◆ **What the task requires**: Repeat the full listing below verbatim and keep the images out.
── Source data ──
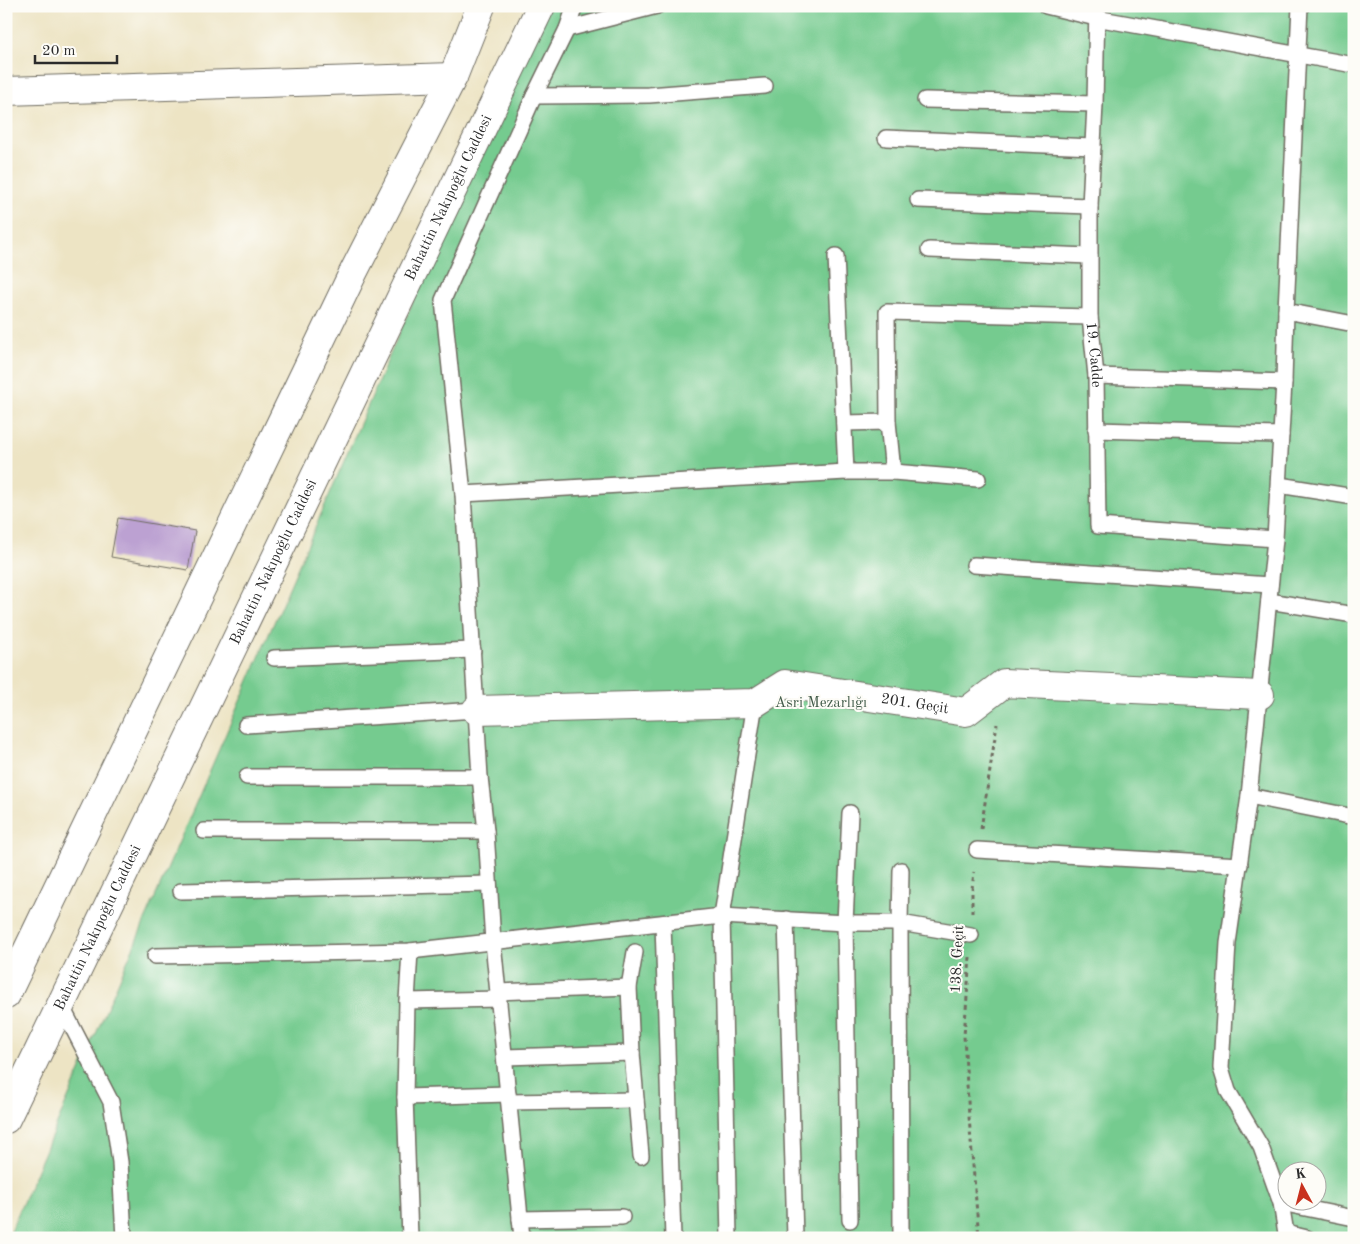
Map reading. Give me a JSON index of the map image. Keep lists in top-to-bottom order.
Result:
{
  "streets": {
    "main road": ["Bahattin Nakıpoğlu Caddesi", "201. Geçit"],
    "lane": ["19. Cadde"],
    "path": ["138. Geçit"]
  },
  "crossings": [
    ["201. Geçit", "138. Geçit"]
  ],
  "parks": ["Asri Mezarlığı"],
  "scale_bar": "20 m",
  "north": "top"
}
───
◆ **Result of this task**:
Map reading. Give me a JSON index of the map image. Keep lists in top-to-bottom order.
Result:
{
  "streets": {
    "main road": ["Bahattin Nakıpoğlu Caddesi", "201. Geçit"],
    "lane": ["19. Cadde"],
    "path": ["138. Geçit"]
  },
  "crossings": [
    ["201. Geçit", "138. Geçit"]
  ],
  "parks": ["Asri Mezarlığı"],
  "scale_bar": "20 m",
  "north": "top"
}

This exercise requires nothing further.